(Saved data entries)
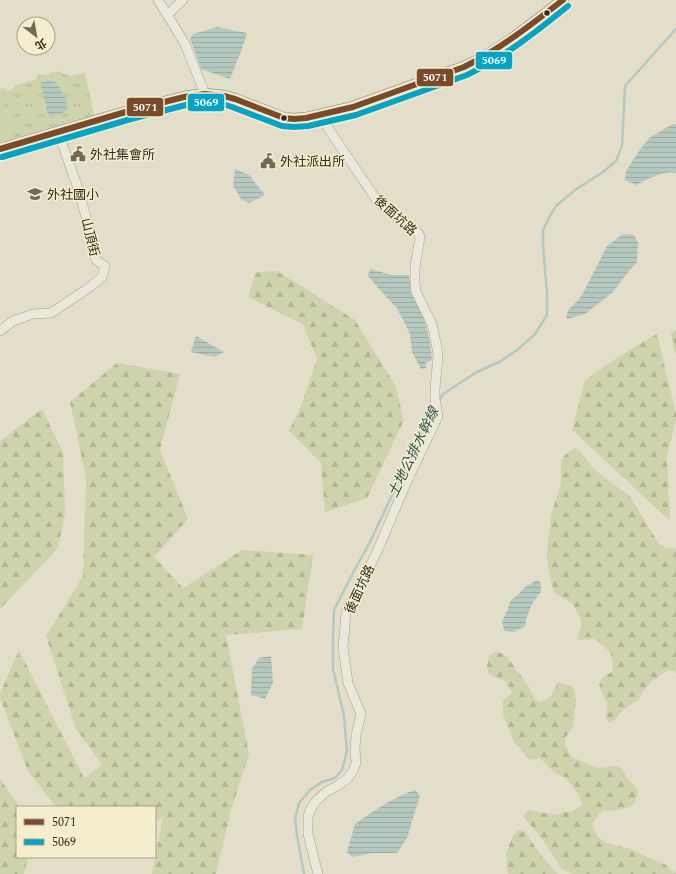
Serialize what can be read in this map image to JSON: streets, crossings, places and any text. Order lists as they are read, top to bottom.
{
  "streets": {
    "street": ["後面坑路", "山頂街"]
  },
  "water": ["土地公排水幹線"],
  "places": {
    "public building": ["外社集會所", "外社派出所"],
    "school or university": ["外社國小"]
  },
  "lines": ["transit line 5071", "transit line 5069"],
  "legend": ["5071", "5069"],
  "north": "bottom right"
}
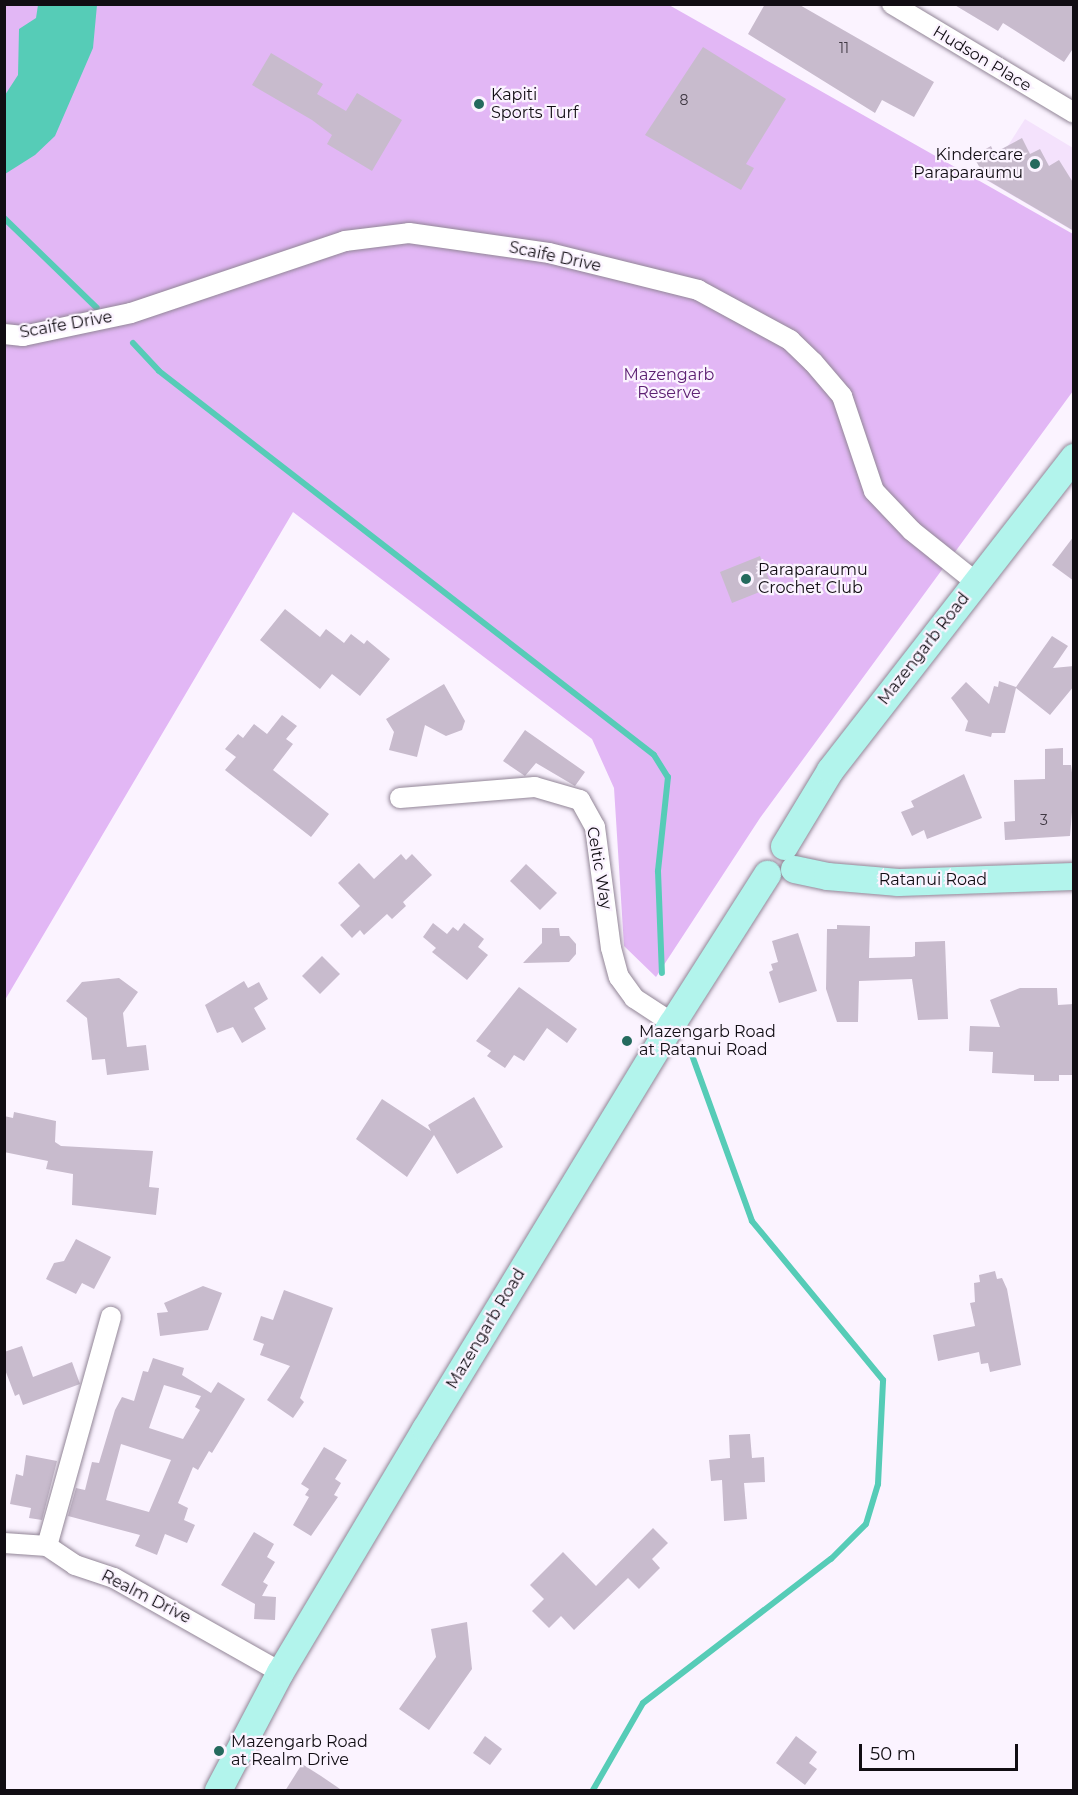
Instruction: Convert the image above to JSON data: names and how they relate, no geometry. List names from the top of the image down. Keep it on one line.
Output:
{"streets":{"main road":["Mazengarb Road","Ratanui Road"],"street":["Hudson Place","Scaife Drive","Celtic Way","Realm Drive"]},"crossings":[["Scaife Drive","Mazengarb Road"],["Mazengarb Road","Celtic Way"],["Mazengarb Road","Ratanui Road"],["Mazengarb Road","Realm Drive"]],"parks":["Mazengarb Reserve"],"places":["Kapiti Sports Turf","Kindercare Paraparaumu","Paraparaumu Crochet Club","Mazengarb Road at Ratanui Road","Mazengarb Road at Realm Drive"],"house_numbers":["11","8","3"],"scale_bar":"50 m"}
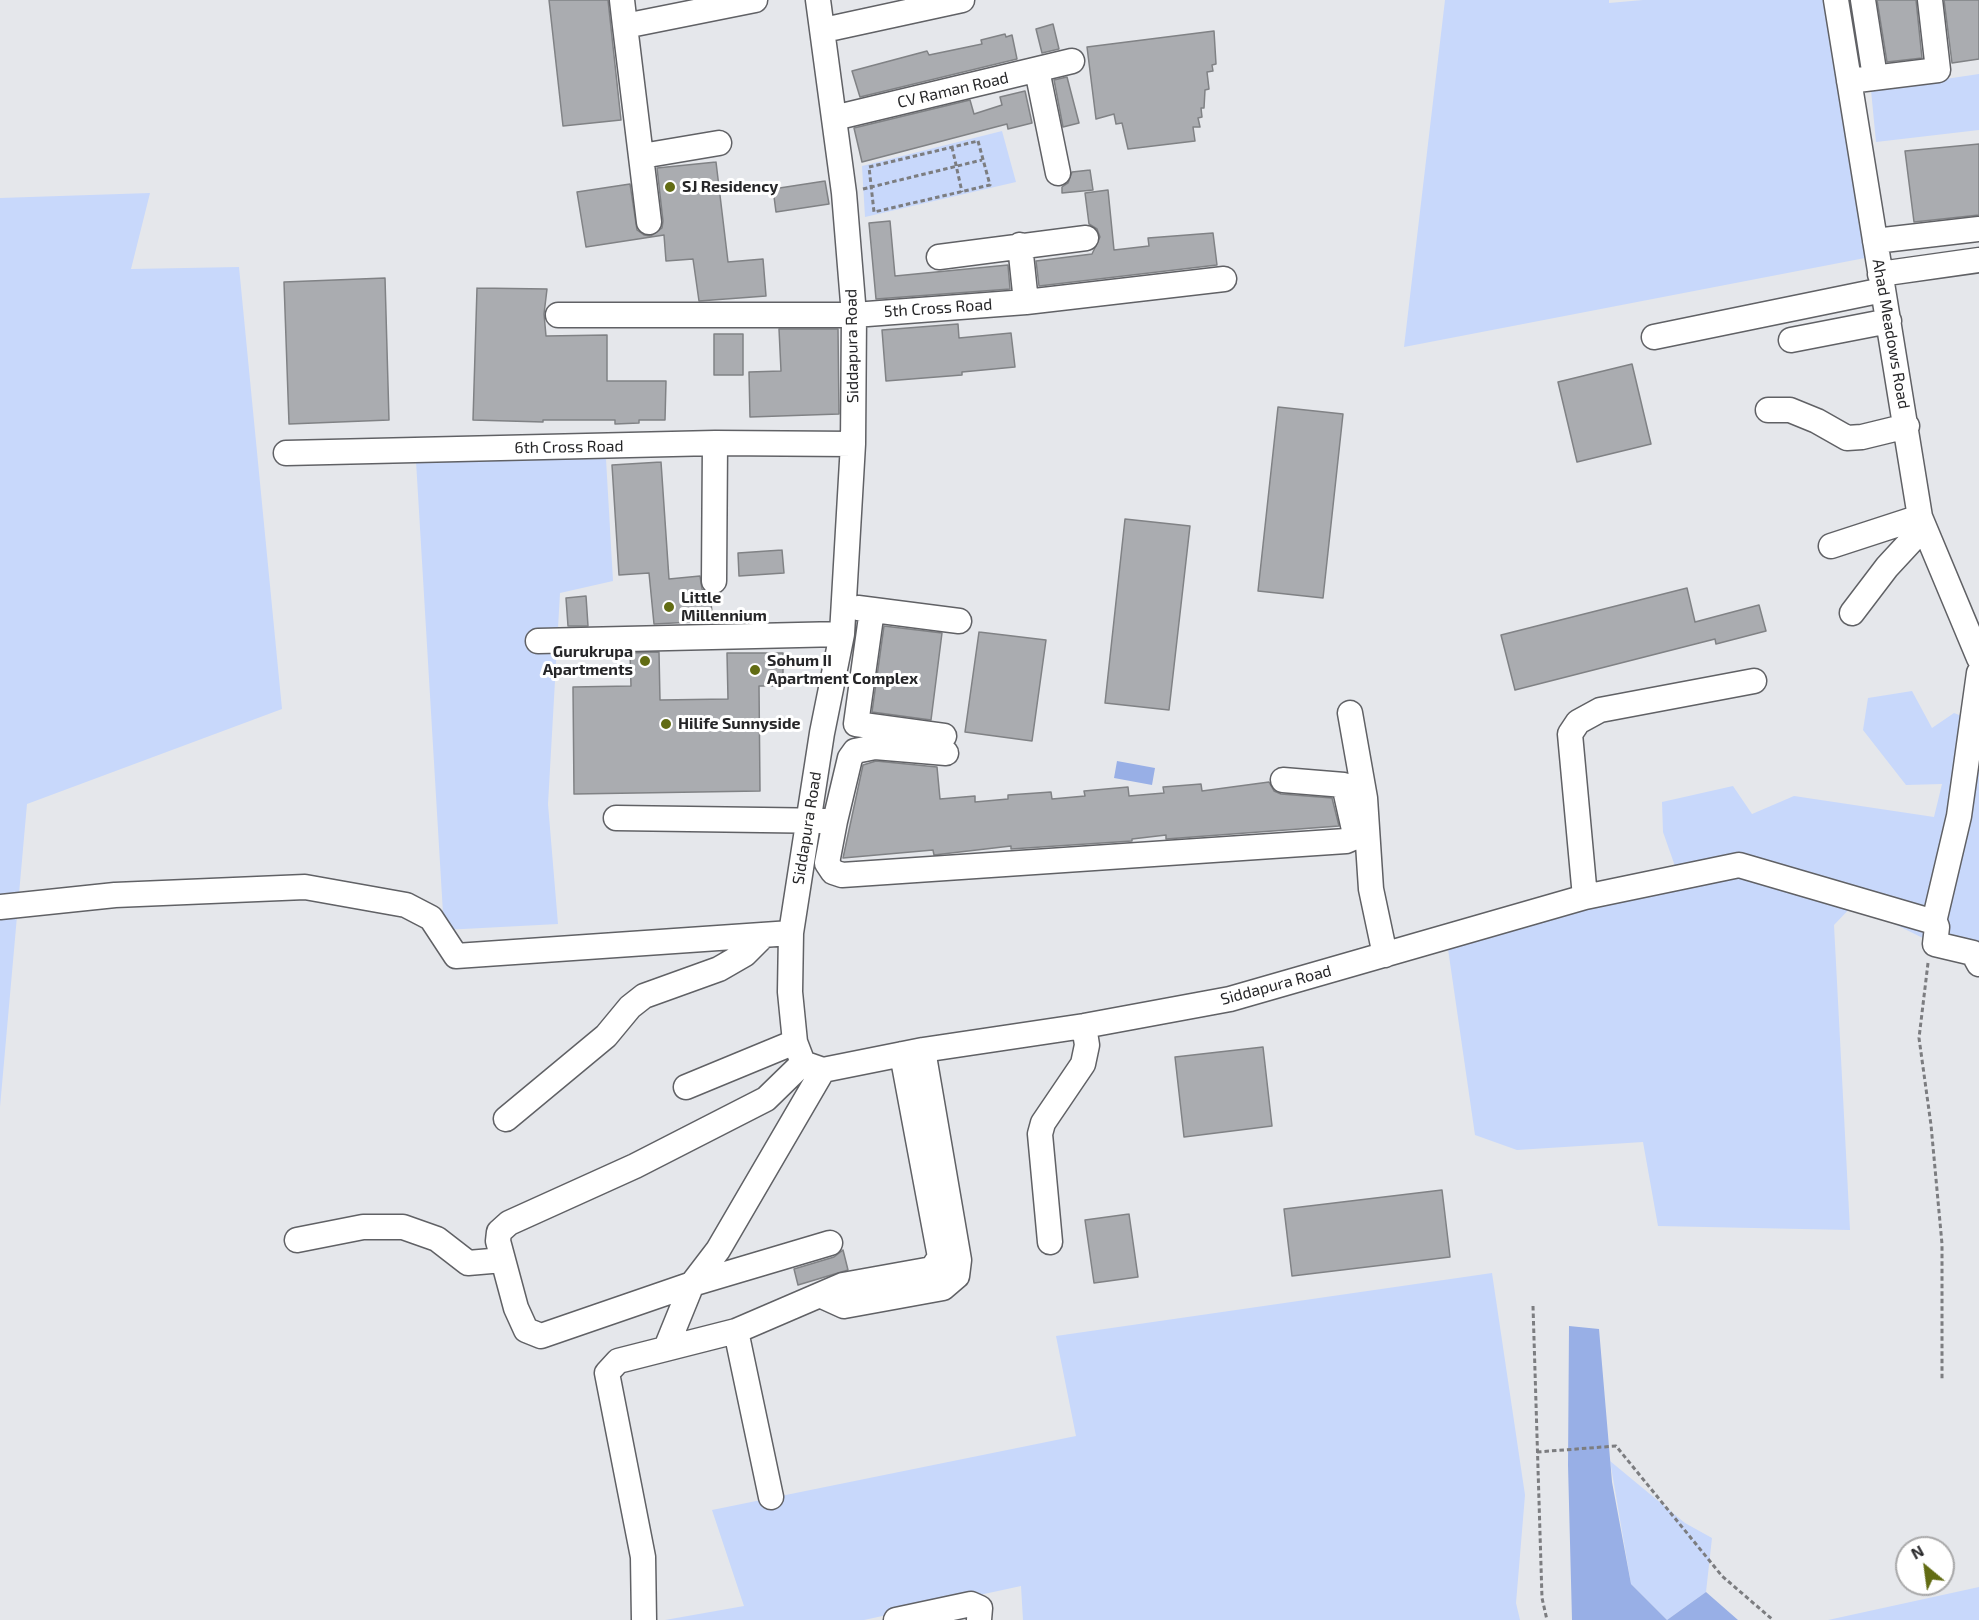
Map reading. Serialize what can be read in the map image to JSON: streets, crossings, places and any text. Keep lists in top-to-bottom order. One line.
{"streets":{"street":["CV Raman Road","5th Cross Road","Ahad Meadows Road","Siddapura Road","6th Cross Road"]},"crossings":[["CV Raman Road","Siddapura Road"],["5th Cross Road","Siddapura Road"],["Siddapura Road","6th Cross Road"]],"places":["SJ Residency","Little Millennium","Gurukrupa Apartments","Sohum II Apartment Complex","Hilife Sunnyside"],"north":"top left"}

### WHAT IS BEING ASKED
One exact copy of the data is required, and it should hold no pictures.

### WRITTEN SOLUTION
Serialize what can be read in this map image to JSON: streets, crossings, places and any text. Order lists as they are read, top to bottom.
{
  "streets": {
    "street": ["後面坑路", "山頂街"]
  },
  "water": ["土地公排水幹線"],
  "places": {
    "public building": ["外社集會所", "外社派出所"],
    "school or university": ["外社國小"]
  },
  "lines": ["transit line 5071", "transit line 5069"],
  "legend": ["5071", "5069"],
  "north": "bottom right"
}
Instruction: Convert the image above to JSON data: names and how they relate, no geometry. List names from the top of the image down. Keep it on one line.
Output:
{"streets":{"main road":["Mazengarb Road","Ratanui Road"],"street":["Hudson Place","Scaife Drive","Celtic Way","Realm Drive"]},"crossings":[["Scaife Drive","Mazengarb Road"],["Mazengarb Road","Celtic Way"],["Mazengarb Road","Ratanui Road"],["Mazengarb Road","Realm Drive"]],"parks":["Mazengarb Reserve"],"places":["Kapiti Sports Turf","Kindercare Paraparaumu","Paraparaumu Crochet Club","Mazengarb Road at Ratanui Road","Mazengarb Road at Realm Drive"],"house_numbers":["11","8","3"],"scale_bar":"50 m"}
Map reading. Serialize what can be read in the map image to JSON: streets, crossings, places and any text. Keep lists in top-to-bottom order. One line.
{"streets":{"street":["CV Raman Road","5th Cross Road","Ahad Meadows Road","Siddapura Road","6th Cross Road"]},"crossings":[["CV Raman Road","Siddapura Road"],["5th Cross Road","Siddapura Road"],["Siddapura Road","6th Cross Road"]],"places":["SJ Residency","Little Millennium","Gurukrupa Apartments","Sohum II Apartment Complex","Hilife Sunnyside"],"north":"top left"}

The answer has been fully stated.